Assignment:
In your copy, reproduce the entries exactly as they are, minus the images.

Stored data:
──────

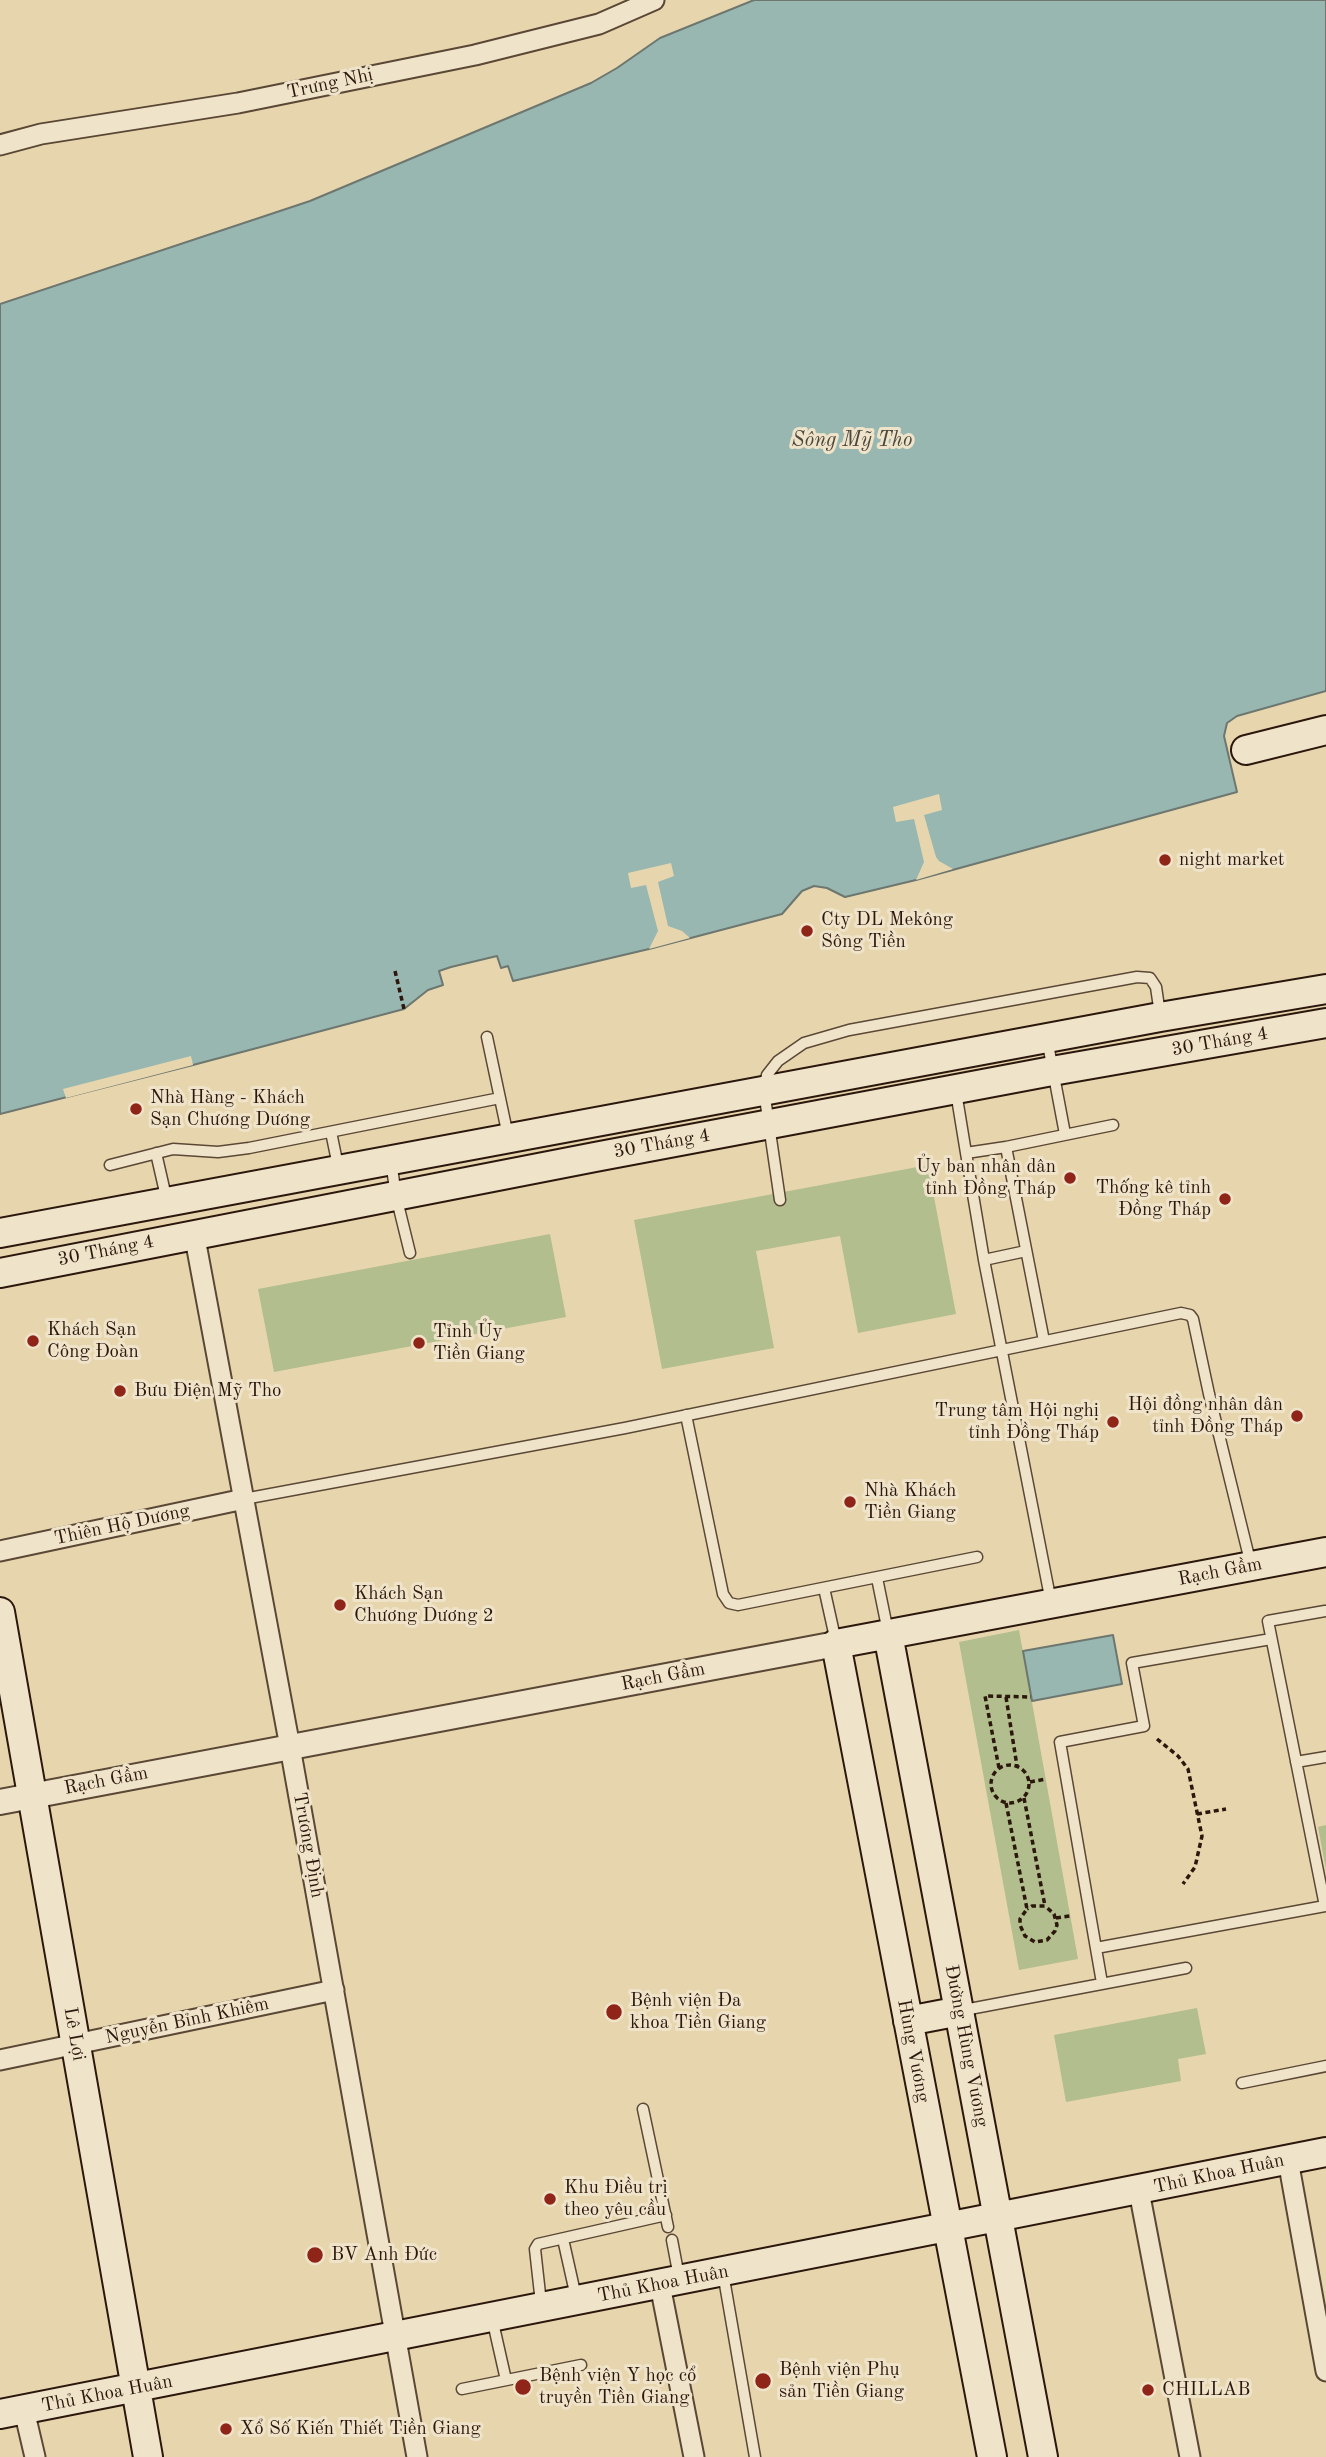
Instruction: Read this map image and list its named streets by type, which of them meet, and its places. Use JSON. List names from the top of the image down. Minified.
{"streets":{"main road":["30 Tháng 4","Rạch Gầm","Lê Lợi","Đường Hùng Vương","Hùng Vương","Thủ Khoa Huân"],"street":["Trưng Nhị","Thiên Hộ Dương","Trương Định","Nguyễn Bỉnh Khiêm"]},"crossings":[["30 Tháng 4","Trương Định"],["Thiên Hộ Dương","Trương Định"],["Rạch Gầm","Trương Định"],["Rạch Gầm","Lê Lợi"],["Rạch Gầm","Đường Hùng Vương"],["Rạch Gầm","Hùng Vương"],["Trương Định","Nguyễn Bỉnh Khiêm"],["Trương Định","Thủ Khoa Huân"],["Nguyễn Bỉnh Khiêm","Lê Lợi"],["Lê Lợi","Thủ Khoa Huân"],["Đường Hùng Vương","Thủ Khoa Huân"],["Hùng Vương","Thủ Khoa Huân"]],"water":["Sông Mỹ Tho"],"places":["night market","Cty DL Mekông Sông Tiền","Nhà Hàng - Khách Sạn Chương Dương","Ủy ban nhân dân tỉnh Đồng Tháp","Thống kê tỉnh Đồng Tháp","Khách Sạn Công Đoàn","Tỉnh Ủy Tiền Giang","Bưu Điện Mỹ Tho","Hội đồng nhân dân tỉnh Đồng Tháp","Trung tâm Hội nghị tỉnh Đồng Tháp","Nhà Khách Tiền Giang","Khách Sạn Chương Dương 2","Bệnh viện Đa khoa Tiền Giang","Khu Điều trị theo yêu cầu","BV Anh Đức","Bệnh viện Phụ sản Tiền Giang","Bệnh viện Y học cổ truyền Tiền Giang","CHILLAB","Xổ Số Kiến Thiết Tiền Giang"]}
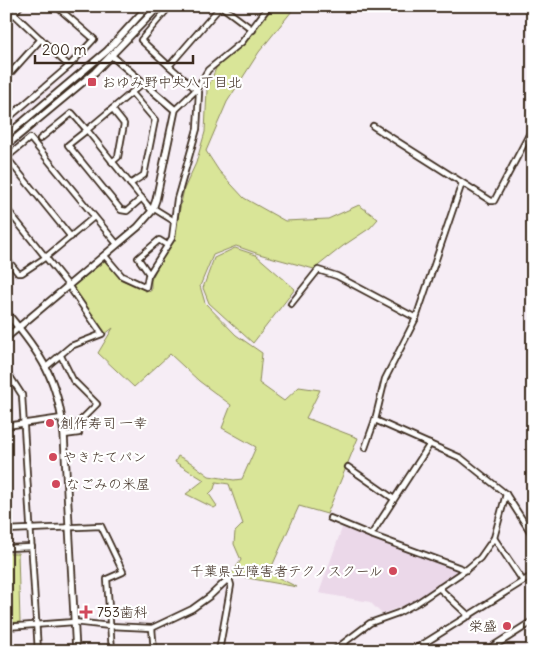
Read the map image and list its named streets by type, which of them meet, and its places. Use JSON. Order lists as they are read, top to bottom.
{
  "places": {
    "transit": ["おゆみ野中央八丁目北"],
    "other": [
      "創作寿司 一幸",
      "やきたてパン",
      "なごみの米屋",
      "千葉県立障害者テクノスクール",
      "栄盛"
    ],
    "health": ["753歯科"]
  },
  "scale_bar": "200 m"
}
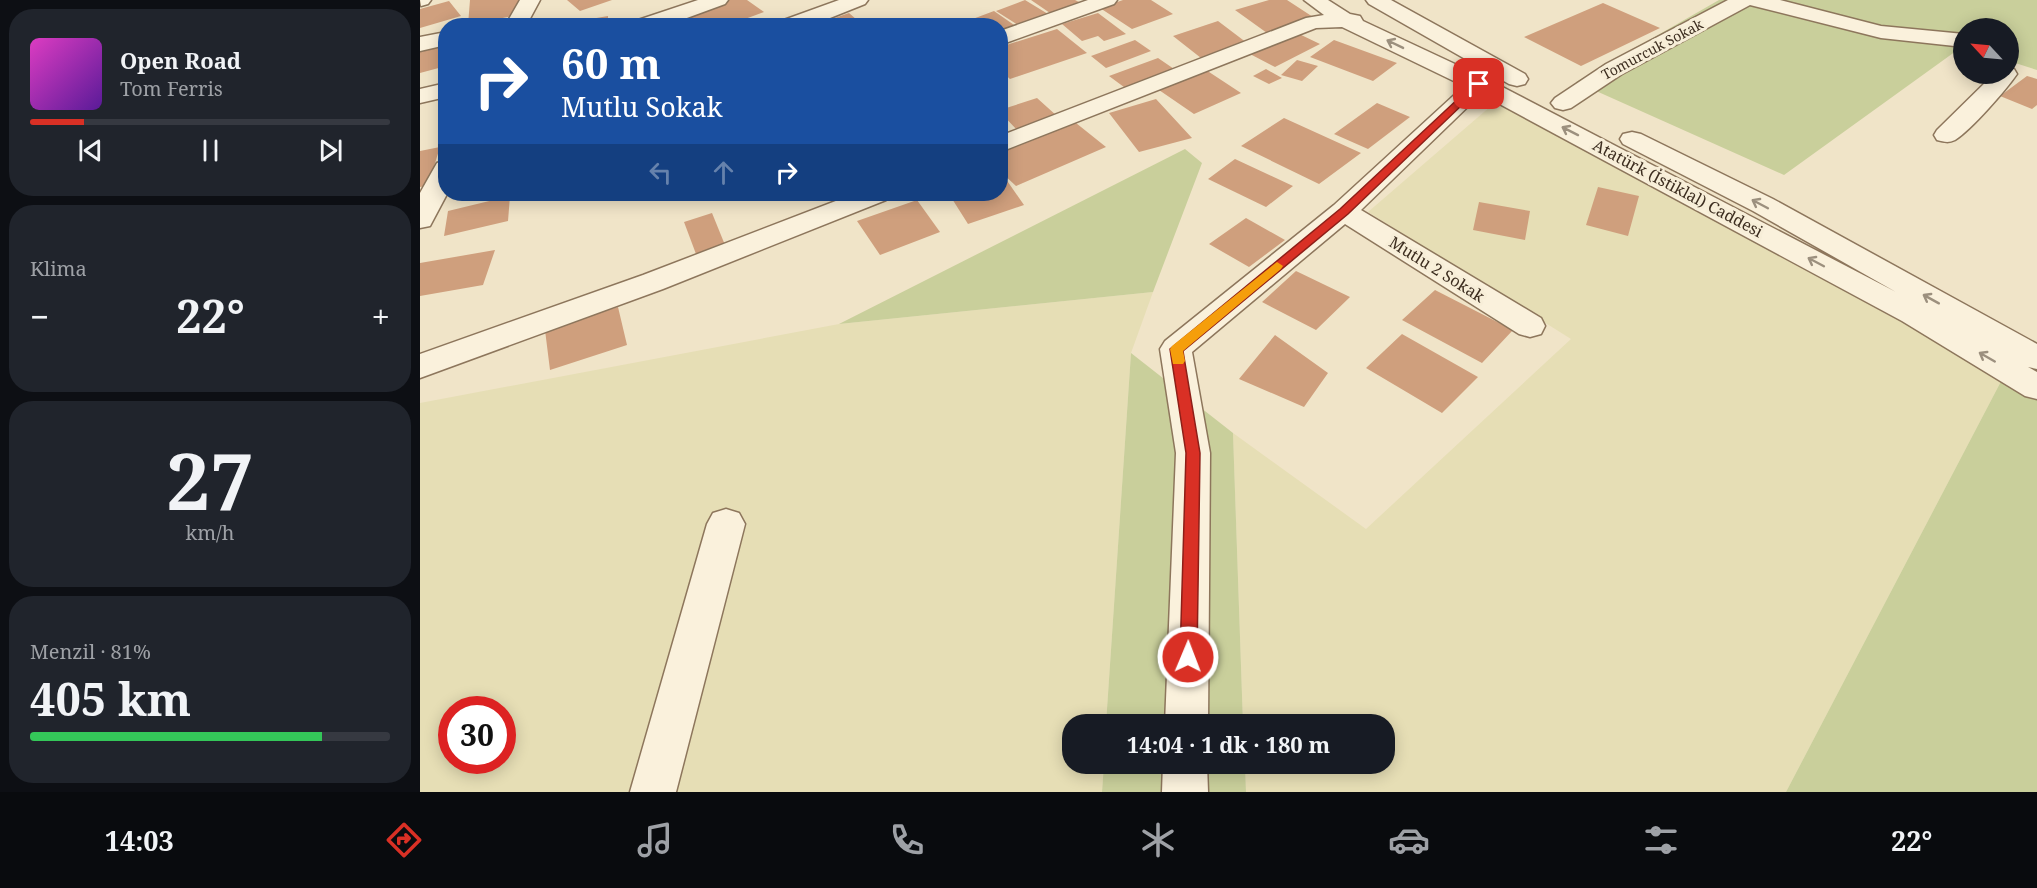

──────

Your response:
Instruction: Read this map image and list its named streets by type, which of them meet, and its places. Use JSON. List names from the top of the image down. Minified.
{"streets":{"main road":["30 Tháng 4","Rạch Gầm","Lê Lợi","Đường Hùng Vương","Hùng Vương","Thủ Khoa Huân"],"street":["Trưng Nhị","Thiên Hộ Dương","Trương Định","Nguyễn Bỉnh Khiêm"]},"crossings":[["30 Tháng 4","Trương Định"],["Thiên Hộ Dương","Trương Định"],["Rạch Gầm","Trương Định"],["Rạch Gầm","Lê Lợi"],["Rạch Gầm","Đường Hùng Vương"],["Rạch Gầm","Hùng Vương"],["Trương Định","Nguyễn Bỉnh Khiêm"],["Trương Định","Thủ Khoa Huân"],["Nguyễn Bỉnh Khiêm","Lê Lợi"],["Lê Lợi","Thủ Khoa Huân"],["Đường Hùng Vương","Thủ Khoa Huân"],["Hùng Vương","Thủ Khoa Huân"]],"water":["Sông Mỹ Tho"],"places":["night market","Cty DL Mekông Sông Tiền","Nhà Hàng - Khách Sạn Chương Dương","Ủy ban nhân dân tỉnh Đồng Tháp","Thống kê tỉnh Đồng Tháp","Khách Sạn Công Đoàn","Tỉnh Ủy Tiền Giang","Bưu Điện Mỹ Tho","Hội đồng nhân dân tỉnh Đồng Tháp","Trung tâm Hội nghị tỉnh Đồng Tháp","Nhà Khách Tiền Giang","Khách Sạn Chương Dương 2","Bệnh viện Đa khoa Tiền Giang","Khu Điều trị theo yêu cầu","BV Anh Đức","Bệnh viện Phụ sản Tiền Giang","Bệnh viện Y học cổ truyền Tiền Giang","CHILLAB","Xổ Số Kiến Thiết Tiền Giang"]}
Read the map image and list its named streets by type, which of them meet, and its places. Use JSON. Order lists as they are read, top to bottom.
{
  "places": {
    "transit": ["おゆみ野中央八丁目北"],
    "other": [
      "創作寿司 一幸",
      "やきたてパン",
      "なごみの米屋",
      "千葉県立障害者テクノスクール",
      "栄盛"
    ],
    "health": ["753歯科"]
  },
  "scale_bar": "200 m"
}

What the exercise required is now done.